= EXERCISE PROMPT =
Give again, word for word, every line below from the one that has "filter:drop-shadow(0 0 2px" through the one that has "width:22px; height:22px; translate:-50%", both included, and no others.

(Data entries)
= = = = =

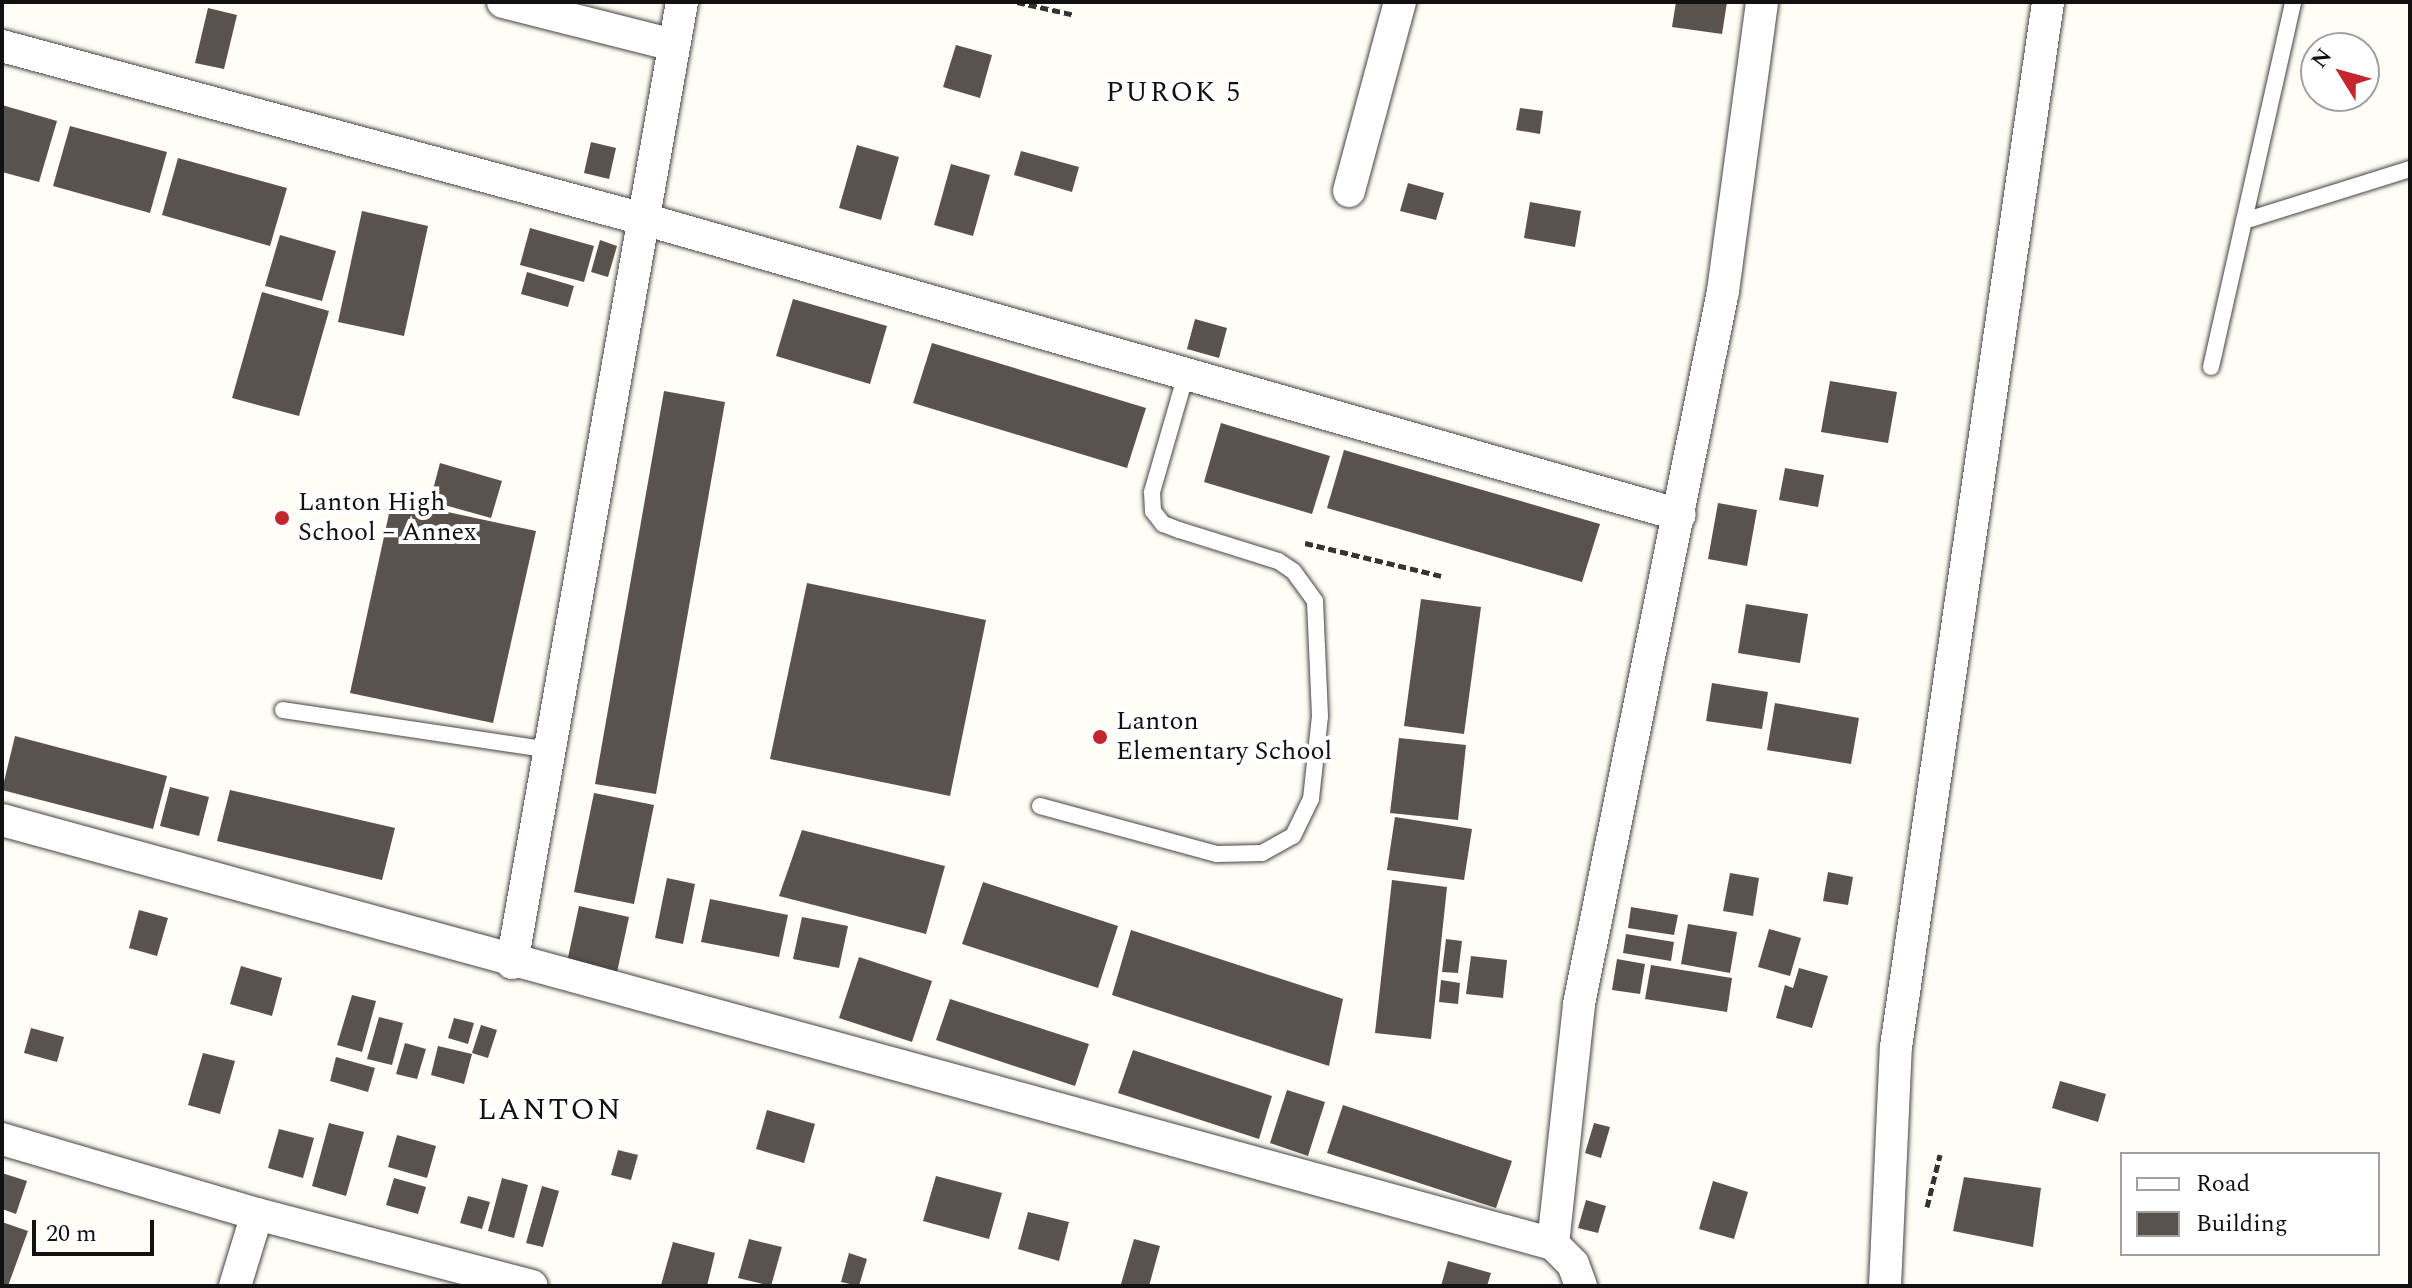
<!DOCTYPE html>
<html>
<head>
<meta charset="utf-8">
<style>
  body { margin:0 }
  #map { position:relative; width:2412px; height:1288px; overflow:hidden; background:#fffdf5; font-family:Spectral,serif }
  div>[style] { position:absolute }
  [style*='--x'] { left:calc(var(--x)*1px); top:calc(var(--y)*1px); width:calc(var(--w)*1px); rotate:calc(var(--a)*1deg) }
  .building>* { inset:0; background:#5a524d }
  .path>* { height:5px; margin-top:-2.5px; transform-origin:0; background:repeating-linear-gradient(90deg,#333 0 8px,transparent 0 12px) }
  .roads { filter:drop-shadow(0 0 2px #444) drop-shadow(0 0 2px #444) }
  .service>* { height:16px; margin:-8px; padding:0 8px; transform-origin:8px; border-radius:8px; background:#fff }
  .minor>* { height:32px; margin:-16px; padding:0 16px; transform-origin:16px; border-radius:16px; background:#fff }
  .dots>* { width:22px; height:22px; translate:-50% -50%; box-sizing:border-box; border:4px solid #fff; border-radius:50% }
  span { translate:-50% -50%; white-space:nowrap; text-align:center; line-height:1.15; -webkit-text-stroke:8px #fff; paint-order:stroke }
  .poi-label { font-size:26px; color:#111 }
  .left { translate:0 -50%; text-align:left }
  .neighbourhood-label { font-size:28px; color:#111; letter-spacing:2px }
  .quarter-label { font-size:30px; color:#111; letter-spacing:2px }
  .frame { position:absolute; inset:0; border:4px solid #111; pointer-events:none }
  .legend { position:absolute; left:2120px; top:1152px; width:260px; height:104px; box-sizing:border-box; background:#fff; border:2px solid #a0a0a0; margin:0; padding:10px 14px; list-style:none; font-size:24px; color:#111 }
  .legend li { display:flex; align-items:center; gap:16px; height:40px }
  .legend b { width:40px; border:2px solid #a0a0a0 }
  .north { position:absolute; left:2300px; top:32px; width:80px; height:80px; box-sizing:border-box; background:#fff; border:2px solid #a0a0a0; border-radius:50%; rotate:307deg; font-size:22px; font-weight:700; line-height:32px; text-align:center; color:#111 }
  .north::after { content:''; display:block; margin:auto; width:28px; height:36px; background:#c4262e; clip-path:polygon(50% 0,100% 100%,50% 72%,0 100%) }
  .scale { position:absolute; left:32px; top:1220px; width:122px; height:36px; box-sizing:border-box; border:4px solid #111; border-top:0; padding-left:10px; font-size:24px; line-height:28px; white-space:nowrap; color:#111; -webkit-text-stroke:6px #fff; paint-order:stroke }
</style>
</head>
<body>
<div id="map">
  <div class="building">
    <div style="clip-path:polygon(1676px 2px,1727px 2px,1722px 34px,1672px 27px)"></div>
    <div style="clip-path:polygon(208px 8px,237px 15px,224px 69px,195px 63px)"></div>
    <div style="clip-path:polygon(956px 45px,992px 55px,980px 98px,943px 87px)"></div>
    <div style="clip-path:polygon(2px 105px,57px 121px,39px 182px,2px 172px)"></div>
    <div style="clip-path:polygon(1520px 108px,1543px 111px,1540px 134px,1516px 130px)"></div>
    <div style="clip-path:polygon(70px 126px,167px 152px,150px 213px,53px 186px)"></div>
    <div style="clip-path:polygon(591px 142px,616px 148px,609px 179px,584px 173px)"></div>
    <div style="clip-path:polygon(857px 145px,899px 157px,881px 220px,839px 208px)"></div>
    <div style="clip-path:polygon(1021px 151px,1079px 167px,1072px 192px,1014px 175px)"></div>
    <div style="clip-path:polygon(178px 158px,287px 188px,270px 246px,162px 215px)"></div>
    <div style="clip-path:polygon(951px 164px,990px 175px,973px 236px,934px 225px)"></div>
    <div style="clip-path:polygon(1408px 183px,1444px 193px,1436px 220px,1400px 211px)"></div>
    <div style="clip-path:polygon(1530px 202px,1581px 211px,1575px 247px,1524px 238px)"></div>
    <div style="clip-path:polygon(362px 211px,428px 226px,404px 336px,338px 322px)"></div>
    <div style="clip-path:polygon(530px 228px,594px 246px,584px 282px,520px 265px)"></div>
    <div style="clip-path:polygon(280px 235px,336px 251px,322px 301px,265px 286px)"></div>
    <div style="clip-path:polygon(600px 240px,617px 246px,608px 277px,591px 272px)"></div>
    <div style="clip-path:polygon(527px 272px,574px 286px,568px 307px,521px 294px)"></div>
    <div style="clip-path:polygon(262px 292px,329px 311px,299px 416px,232px 398px)"></div>
    <div style="clip-path:polygon(793px 299px,887px 326px,870px 384px,776px 356px)"></div>
    <div style="clip-path:polygon(1195px 319px,1227px 328px,1219px 358px,1187px 349px)"></div>
    <div style="clip-path:polygon(932px 343px,1146px 408px,1127px 468px,913px 403px)"></div>
    <div style="clip-path:polygon(1830px 381px,1897px 392px,1888px 443px,1821px 432px)"></div>
    <div style="clip-path:polygon(664px 391px,725px 402px,656px 794px,595px 784px)"></div>
    <div style="clip-path:polygon(1221px 423px,1330px 456px,1312px 514px,1204px 482px)"></div>
    <div style="clip-path:polygon(1344px 450px,1600px 524px,1582px 582px,1327px 508px)"></div>
    <div style="clip-path:polygon(440px 463px,502px 481px,491px 518px,430px 501px)"></div>
    <div style="clip-path:polygon(1785px 468px,1824px 475px,1818px 507px,1779px 500px)"></div>
    <div style="clip-path:polygon(392px 500px,536px 531px,493px 723px,350px 693px)"></div>
    <div style="clip-path:polygon(1718px 503px,1757px 510px,1747px 566px,1708px 559px)"></div>
    <div style="clip-path:polygon(807px 583px,986px 620px,950px 796px,770px 759px)"></div>
    <div style="clip-path:polygon(1421px 599px,1481px 607px,1464px 734px,1404px 726px)"></div>
    <div style="clip-path:polygon(1746px 604px,1808px 614px,1800px 663px,1738px 653px)"></div>
    <div style="clip-path:polygon(1712px 683px,1768px 692px,1762px 729px,1706px 721px)"></div>
    <div style="clip-path:polygon(1775px 703px,1859px 718px,1851px 764px,1767px 750px)"></div>
    <div style="clip-path:polygon(15px 736px,167px 776px,153px 829px,2px 790px)"></div>
    <div style="clip-path:polygon(1399px 738px,1466px 745px,1458px 820px,1390px 813px)"></div>
    <div style="clip-path:polygon(170px 787px,209px 797px,199px 836px,160px 826px)"></div>
    <div style="clip-path:polygon(230px 790px,395px 828px,382px 880px,217px 841px)"></div>
    <div style="clip-path:polygon(594px 793px,654px 805px,634px 904px,574px 892px)"></div>
    <div style="clip-path:polygon(1395px 817px,1472px 829px,1464px 880px,1387px 870px)"></div>
    <div style="clip-path:polygon(802px 830px,945px 866px,926px 934px,779px 896px)"></div>
    <div style="clip-path:polygon(1828px 872px,1853px 877px,1848px 905px,1823px 901px)"></div>
    <div style="clip-path:polygon(1730px 873px,1759px 878px,1753px 916px,1723px 911px)"></div>
    <div style="clip-path:polygon(667px 878px,695px 884px,683px 944px,655px 938px)"></div>
    <div style="clip-path:polygon(1392px 880px,1447px 887px,1431px 1039px,1375px 1033px)"></div>
    <div style="clip-path:polygon(983px 882px,1118px 926px,1098px 988px,962px 944px)"></div>
    <div style="clip-path:polygon(710px 899px,788px 915px,779px 957px,701px 942px)"></div>
    <div style="clip-path:polygon(579px 906px,629px 917px,616px 977px,566px 967px)"></div>
    <div style="clip-path:polygon(1631px 907px,1678px 915px,1674px 935px,1628px 928px)"></div>
    <div style="clip-path:polygon(139px 910px,168px 918px,157px 956px,129px 948px)"></div>
    <div style="clip-path:polygon(802px 917px,848px 926px,839px 968px,793px 959px)"></div>
    <div style="clip-path:polygon(1688px 924px,1737px 932px,1730px 973px,1681px 964px)"></div>
    <div style="clip-path:polygon(1769px 929px,1801px 938px,1790px 976px,1758px 967px)"></div>
    <div style="clip-path:polygon(1131px 930px,1343px 999px,1329px 1066px,1112px 995px)"></div>
    <div style="clip-path:polygon(1626px 934px,1674px 942px,1671px 961px,1623px 953px)"></div>
    <div style="clip-path:polygon(1446px 939px,1462px 941px,1458px 973px,1442px 972px)"></div>
    <div style="clip-path:polygon(1471px 956px,1507px 960px,1503px 998px,1466px 994px)"></div>
    <div style="clip-path:polygon(859px 957px,932px 981px,912px 1042px,839px 1018px)"></div>
    <div style="clip-path:polygon(1617px 959px,1645px 964px,1640px 994px,1612px 990px)"></div>
    <div style="clip-path:polygon(1651px 965px,1732px 978px,1727px 1012px,1645px 999px)"></div>
    <div style="clip-path:polygon(241px 966px,282px 978px,272px 1016px,230px 1004px)"></div>
    <div style="clip-path:polygon(1799px 968px,1828px 976px,1812px 1028px,1776px 1018px,1785px 985px,1793px 988px)"></div>
    <div style="clip-path:polygon(1441px 980px,1460px 983px,1458px 1004px,1439px 1002px)"></div>
    <div style="clip-path:polygon(352px 995px,376px 1001px,362px 1052px,337px 1045px)"></div>
    <div style="clip-path:polygon(950px 999px,1089px 1044px,1075px 1086px,936px 1040px)"></div>
    <div style="clip-path:polygon(379px 1017px,403px 1023px,392px 1065px,367px 1059px)"></div>
    <div style="clip-path:polygon(454px 1018px,474px 1023px,468px 1044px,448px 1038px)"></div>
    <div style="clip-path:polygon(481px 1025px,497px 1030px,488px 1058px,472px 1053px)"></div>
    <div style="clip-path:polygon(31px 1028px,64px 1037px,57px 1062px,24px 1053px)"></div>
    <div style="clip-path:polygon(405px 1043px,426px 1049px,417px 1079px,396px 1074px)"></div>
    <div style="clip-path:polygon(438px 1046px,472px 1054px,464px 1084px,431px 1075px)"></div>
    <div style="clip-path:polygon(1133px 1050px,1272px 1096px,1259px 1139px,1118px 1093px)"></div>
    <div style="clip-path:polygon(203px 1053px,235px 1061px,220px 1114px,188px 1105px)"></div>
    <div style="clip-path:polygon(336px 1057px,375px 1068px,368px 1092px,330px 1081px)"></div>
    <div style="clip-path:polygon(2060px 1081px,2106px 1094px,2098px 1122px,2052px 1108px)"></div>
    <div style="clip-path:polygon(1287px 1090px,1325px 1102px,1308px 1156px,1270px 1143px)"></div>
    <div style="clip-path:polygon(1343px 1105px,1512px 1161px,1496px 1208px,1327px 1153px)"></div>
    <div style="clip-path:polygon(767px 1110px,815px 1124px,804px 1163px,756px 1149px)"></div>
    <div style="clip-path:polygon(329px 1123px,364px 1132px,346px 1196px,312px 1186px)"></div>
    <div style="clip-path:polygon(1594px 1123px,1610px 1127px,1601px 1158px,1585px 1153px)"></div>
    <div style="clip-path:polygon(279px 1129px,314px 1138px,303px 1178px,268px 1168px)"></div>
    <div style="clip-path:polygon(397px 1135px,436px 1146px,427px 1178px,388px 1167px)"></div>
    <div style="clip-path:polygon(618px 1150px,638px 1155px,631px 1180px,611px 1175px)"></div>
    <div style="clip-path:polygon(2px 1173px,27px 1181px,16px 1214px,2px 1209px)"></div>
    <div style="clip-path:polygon(936px 1176px,1002px 1193px,989px 1239px,923px 1221px)"></div>
    <div style="clip-path:polygon(1964px 1177px,2041px 1188px,2033px 1247px,1953px 1231px)"></div>
    <div style="clip-path:polygon(394px 1178px,426px 1187px,418px 1214px,386px 1205px)"></div>
    <div style="clip-path:polygon(502px 1178px,528px 1185px,514px 1238px,488px 1231px)"></div>
    <div style="clip-path:polygon(1713px 1181px,1748px 1192px,1734px 1239px,1699px 1229px)"></div>
    <div style="clip-path:polygon(542px 1186px,559px 1191px,543px 1247px,526px 1243px)"></div>
    <div style="clip-path:polygon(468px 1196px,490px 1202px,482px 1229px,460px 1223px)"></div>
    <div style="clip-path:polygon(1586px 1200px,1606px 1206px,1598px 1233px,1578px 1228px)"></div>
    <div style="clip-path:polygon(1028px 1212px,1069px 1222px,1059px 1261px,1018px 1249px)"></div>
    <div style="clip-path:polygon(2px 1222px,28px 1231px,8px 1286px,2px 1286px)"></div>
    <div style="clip-path:polygon(749px 1239px,782px 1247px,771px 1286px,738px 1278px)"></div>
    <div style="clip-path:polygon(1134px 1239px,1160px 1246px,1149px 1286px,1121px 1284px)"></div>
    <div style="clip-path:polygon(673px 1242px,715px 1253px,707px 1286px,661px 1285px)"></div>
    <div style="clip-path:polygon(849px 1253px,867px 1259px,859px 1286px,841px 1282px)"></div>
    <div style="clip-path:polygon(1448px 1261px,1491px 1273px,1487px 1286px,1441px 1286px)"></div>
  </div>
  <div class="path">
    <div style="--x:1017;--y:2;--w:59;--a:12.6"></div>
    <div style="--x:1305;--y:543;--w:140;--a:13.6"></div>
    <div style="--x:1927;--y:1207;--w:54;--a:-76"></div>
  </div>
  <div class="roads">
    <div class="service">
      <div style="--x:2244;--y:221;--w:174;--a:-17.4"></div>
      <div style="--x:2211;--y:367;--w:374;--a:-77.3"></div>
      <div style="--x:283;--y:710;--w:270;--a:8.5"></div>
      <div style="--x:1040;--y:806;--w:183;--a:15.2"></div>
      <div style="--x:1217;--y:854;--w:45;--a:-1.3"></div>
      <div style="--x:1262;--y:853;--w:35;--a:-29"></div>
      <div style="--x:1293;--y:836;--w:41;--a:-64.1"></div>
      <div style="--x:1311;--y:799;--w:83;--a:-83.8"></div>
      <div style="--x:1320;--y:716;--w:115;--a:-92.5"></div>
      <div style="--x:1315;--y:601;--w:37;--a:-126"></div>
      <div style="--x:1293;--y:571;--w:18;--a:-146"></div>
      <div style="--x:1278;--y:561;--w:104;--a:-162.6"></div>
      <div style="--x:1179;--y:530;--w:17;--a:-159"></div>
      <div style="--x:1163;--y:524;--w:16;--a:-128"></div>
      <div style="--x:1153;--y:511;--w:19;--a:-93"></div>
      <div style="--x:1152;--y:492;--w:123;--a:-73.9"></div>
    </div>
    <div class="minor">
      <div style="--x:503;--y:2;--w:175;--a:14.2"></div>
      <div style="--x:2;--y:46;--w:664;--a:15.1"></div>
      <div style="--x:643;--y:219;--w:1078;--a:15.93"></div>
      <div style="--x:1349;--y:191;--w:196;--a:-74.9"></div>
      <div style="--x:2;--y:820;--w:1608;--a:15.29"></div>
      <div style="--x:512;--y:963;--w:976;--a:-79.97"></div>
      <div style="--x:2;--y:1139;--w:266;--a:16.4"></div>
      <div style="--x:257;--y:1214;--w:284;--a:14.7"></div>
      <div style="--x:235;--y:1286;--w:75;--a:-73"></div>
      <div style="--x:1581;--y:1286;--w:23;--a:-110"></div>
      <div style="--x:1573;--y:1264;--w:28;--a:-135"></div>
      <div style="--x:1553;--y:1244;--w:241;--a:-83.8"></div>
      <div style="--x:1579;--y:1004;--w:727;--a:-78.58"></div>
      <div style="--x:1723;--y:291;--w:292;--a:-82.3"></div>
      <div style="--x:1885;--y:1286;--w:239;--a:-87.4"></div>
      <div style="--x:1896;--y:1047;--w:1056;--a:-81.72"></div>
    </div>
  </div>
  <div class="dots">
    <div style="left:282px;top:518px;background:#c4262e"></div>
    <div style="left:1100px;top:737px;background:#c4262e"></div>
  </div>
  <div class="poi-label">
    <span class="left" style="left:298px;top:518px">Lanton High<br>School – Annex</span>
    <span class="left" style="left:1116px;top:737px">Lanton<br>Elementary School</span>
  </div>
  <div class="neighbourhood-label">
    <span style="left:1174px;top:93px">PUROK 5</span>
  </div>
  <div class="quarter-label">
    <span style="left:550px;top:1110px">LANTON</span>
  </div>
  <div class="frame"></div>
  <ul class="legend">
  <li><b style="height:10px;background:#fff"></b>Road</li>
  <li><b style="height:22px;background:#5a524d"></b>Building</li>
  </ul>
  <div class="north">N</div>
  <div class="scale">20 m</div>
</div>
</body>
</html>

= = = = =

= SOLUTION FOR THIS PROBLEM =
  .roads { filter:drop-shadow(0 0 2px #444) drop-shadow(0 0 2px #444) }
  .service>* { height:16px; margin:-8px; padding:0 8px; transform-origin:8px; border-radius:8px; background:#fff }
  .minor>* { height:32px; margin:-16px; padding:0 16px; transform-origin:16px; border-radius:16px; background:#fff }
  .dots>* { width:22px; height:22px; translate:-50% -50%; box-sizing:border-box; border:4px solid #fff; border-radius:50% }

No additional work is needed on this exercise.